=== Section Start ===

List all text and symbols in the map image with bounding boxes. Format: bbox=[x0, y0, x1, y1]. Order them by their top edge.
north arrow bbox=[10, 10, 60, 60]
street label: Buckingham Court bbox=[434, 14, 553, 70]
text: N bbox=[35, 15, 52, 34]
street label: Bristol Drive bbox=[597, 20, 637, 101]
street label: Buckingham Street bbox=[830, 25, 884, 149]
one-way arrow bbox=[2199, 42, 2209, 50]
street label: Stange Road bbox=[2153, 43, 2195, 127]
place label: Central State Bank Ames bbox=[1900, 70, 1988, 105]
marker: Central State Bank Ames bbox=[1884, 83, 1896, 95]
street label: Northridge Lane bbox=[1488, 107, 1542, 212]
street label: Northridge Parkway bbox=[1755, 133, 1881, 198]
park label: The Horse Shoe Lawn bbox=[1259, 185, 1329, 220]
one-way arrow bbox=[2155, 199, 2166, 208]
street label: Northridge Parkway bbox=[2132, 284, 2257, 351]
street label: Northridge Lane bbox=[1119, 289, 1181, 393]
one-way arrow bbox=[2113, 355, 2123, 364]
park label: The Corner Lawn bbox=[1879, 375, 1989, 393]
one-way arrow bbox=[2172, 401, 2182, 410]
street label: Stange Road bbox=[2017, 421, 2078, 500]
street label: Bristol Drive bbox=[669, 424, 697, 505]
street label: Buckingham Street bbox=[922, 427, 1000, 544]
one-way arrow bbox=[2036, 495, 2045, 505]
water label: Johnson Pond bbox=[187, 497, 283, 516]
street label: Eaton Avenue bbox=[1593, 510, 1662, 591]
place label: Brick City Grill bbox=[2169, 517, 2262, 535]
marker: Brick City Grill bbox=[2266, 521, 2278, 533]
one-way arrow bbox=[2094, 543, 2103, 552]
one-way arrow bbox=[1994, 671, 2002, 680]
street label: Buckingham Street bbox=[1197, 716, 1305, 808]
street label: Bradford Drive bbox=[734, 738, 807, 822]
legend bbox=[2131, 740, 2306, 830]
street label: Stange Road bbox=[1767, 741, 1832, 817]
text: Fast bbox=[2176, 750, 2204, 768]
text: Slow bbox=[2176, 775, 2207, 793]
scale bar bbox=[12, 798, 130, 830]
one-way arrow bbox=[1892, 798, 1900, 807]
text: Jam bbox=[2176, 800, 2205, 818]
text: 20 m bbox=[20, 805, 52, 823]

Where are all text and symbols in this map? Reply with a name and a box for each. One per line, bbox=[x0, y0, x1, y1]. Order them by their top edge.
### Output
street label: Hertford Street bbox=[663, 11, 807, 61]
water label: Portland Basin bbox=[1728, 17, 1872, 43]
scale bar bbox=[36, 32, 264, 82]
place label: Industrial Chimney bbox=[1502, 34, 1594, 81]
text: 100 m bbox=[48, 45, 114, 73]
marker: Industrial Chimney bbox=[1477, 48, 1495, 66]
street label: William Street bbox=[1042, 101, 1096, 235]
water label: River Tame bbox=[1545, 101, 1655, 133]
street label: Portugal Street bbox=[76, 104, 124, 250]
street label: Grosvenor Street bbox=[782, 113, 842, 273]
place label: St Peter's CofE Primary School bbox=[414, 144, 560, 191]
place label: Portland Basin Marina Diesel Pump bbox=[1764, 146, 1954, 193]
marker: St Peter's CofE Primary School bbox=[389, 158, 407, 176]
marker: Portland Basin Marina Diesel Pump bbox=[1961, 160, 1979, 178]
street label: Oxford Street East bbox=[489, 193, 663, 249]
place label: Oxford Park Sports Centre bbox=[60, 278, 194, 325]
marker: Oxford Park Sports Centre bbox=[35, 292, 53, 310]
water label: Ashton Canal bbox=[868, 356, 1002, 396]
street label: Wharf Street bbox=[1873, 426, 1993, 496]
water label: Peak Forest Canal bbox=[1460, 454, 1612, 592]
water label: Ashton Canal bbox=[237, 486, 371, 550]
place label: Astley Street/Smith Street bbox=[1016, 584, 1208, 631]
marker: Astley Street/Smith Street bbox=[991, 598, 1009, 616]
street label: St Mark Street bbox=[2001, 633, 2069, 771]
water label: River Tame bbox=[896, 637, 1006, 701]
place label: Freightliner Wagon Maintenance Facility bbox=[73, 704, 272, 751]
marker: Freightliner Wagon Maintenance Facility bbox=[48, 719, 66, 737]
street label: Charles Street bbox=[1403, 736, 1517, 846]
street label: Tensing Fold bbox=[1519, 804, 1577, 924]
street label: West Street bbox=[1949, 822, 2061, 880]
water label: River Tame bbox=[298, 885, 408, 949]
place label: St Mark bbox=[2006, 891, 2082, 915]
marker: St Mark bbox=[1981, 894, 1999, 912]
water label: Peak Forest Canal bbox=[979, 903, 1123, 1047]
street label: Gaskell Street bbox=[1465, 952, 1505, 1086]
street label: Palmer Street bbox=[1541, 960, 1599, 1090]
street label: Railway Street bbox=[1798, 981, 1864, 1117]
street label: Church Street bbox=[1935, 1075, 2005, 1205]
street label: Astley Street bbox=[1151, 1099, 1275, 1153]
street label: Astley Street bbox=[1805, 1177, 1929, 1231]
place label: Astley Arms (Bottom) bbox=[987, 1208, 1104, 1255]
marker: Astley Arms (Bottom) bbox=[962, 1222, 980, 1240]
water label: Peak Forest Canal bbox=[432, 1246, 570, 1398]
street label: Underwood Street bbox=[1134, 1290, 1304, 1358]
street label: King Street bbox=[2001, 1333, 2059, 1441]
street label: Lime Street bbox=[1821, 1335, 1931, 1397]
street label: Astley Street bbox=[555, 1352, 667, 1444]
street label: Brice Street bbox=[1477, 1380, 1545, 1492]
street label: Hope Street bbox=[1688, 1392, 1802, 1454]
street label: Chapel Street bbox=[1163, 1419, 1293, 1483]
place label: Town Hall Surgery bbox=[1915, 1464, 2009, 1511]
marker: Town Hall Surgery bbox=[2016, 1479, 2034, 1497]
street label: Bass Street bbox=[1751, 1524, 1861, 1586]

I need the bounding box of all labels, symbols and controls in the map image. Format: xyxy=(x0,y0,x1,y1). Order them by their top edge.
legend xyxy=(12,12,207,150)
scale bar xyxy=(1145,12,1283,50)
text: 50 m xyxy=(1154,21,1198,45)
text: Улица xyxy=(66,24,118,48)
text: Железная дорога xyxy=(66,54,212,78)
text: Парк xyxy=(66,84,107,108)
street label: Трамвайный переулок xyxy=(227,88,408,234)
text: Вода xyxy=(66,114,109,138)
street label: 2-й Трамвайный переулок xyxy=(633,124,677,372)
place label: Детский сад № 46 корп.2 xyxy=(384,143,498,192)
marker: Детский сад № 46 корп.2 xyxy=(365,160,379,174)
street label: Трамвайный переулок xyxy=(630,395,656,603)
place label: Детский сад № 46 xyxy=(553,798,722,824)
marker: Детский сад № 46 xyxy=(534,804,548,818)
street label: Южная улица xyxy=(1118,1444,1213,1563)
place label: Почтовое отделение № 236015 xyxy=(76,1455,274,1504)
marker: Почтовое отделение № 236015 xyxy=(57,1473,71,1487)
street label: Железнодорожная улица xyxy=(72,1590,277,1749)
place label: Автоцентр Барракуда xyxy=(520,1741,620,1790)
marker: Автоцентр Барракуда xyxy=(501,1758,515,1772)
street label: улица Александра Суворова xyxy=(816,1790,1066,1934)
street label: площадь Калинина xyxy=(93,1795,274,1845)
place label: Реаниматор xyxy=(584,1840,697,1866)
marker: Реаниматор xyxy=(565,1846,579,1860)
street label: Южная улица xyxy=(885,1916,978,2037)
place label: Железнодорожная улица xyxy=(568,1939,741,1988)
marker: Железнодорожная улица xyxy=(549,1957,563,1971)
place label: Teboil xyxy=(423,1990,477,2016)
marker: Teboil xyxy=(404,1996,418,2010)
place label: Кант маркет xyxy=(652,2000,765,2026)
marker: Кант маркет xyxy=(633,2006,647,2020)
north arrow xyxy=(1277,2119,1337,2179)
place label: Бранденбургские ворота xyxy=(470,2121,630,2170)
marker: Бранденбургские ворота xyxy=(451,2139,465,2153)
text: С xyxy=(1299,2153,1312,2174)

=== Section End ===

WORK INSTRUCTION: Copy every line of the data above in which the string "symbols" appears.

WORKED SOLUTION:
List all text and symbols in the map image with bounding boxes. Format: bbox=[x0, y0, x1, y1]. Order them by their top edge.
Where are all text and symbols in this map? Reply with a name and a box for each. One per line, bbox=[x0, y0, x1, y1]. Order them by their top edge.
I need the bounding box of all labels, symbols and controls in the map image. Format: xyxy=(x0,y0,x1,y1). Order them by their top edge.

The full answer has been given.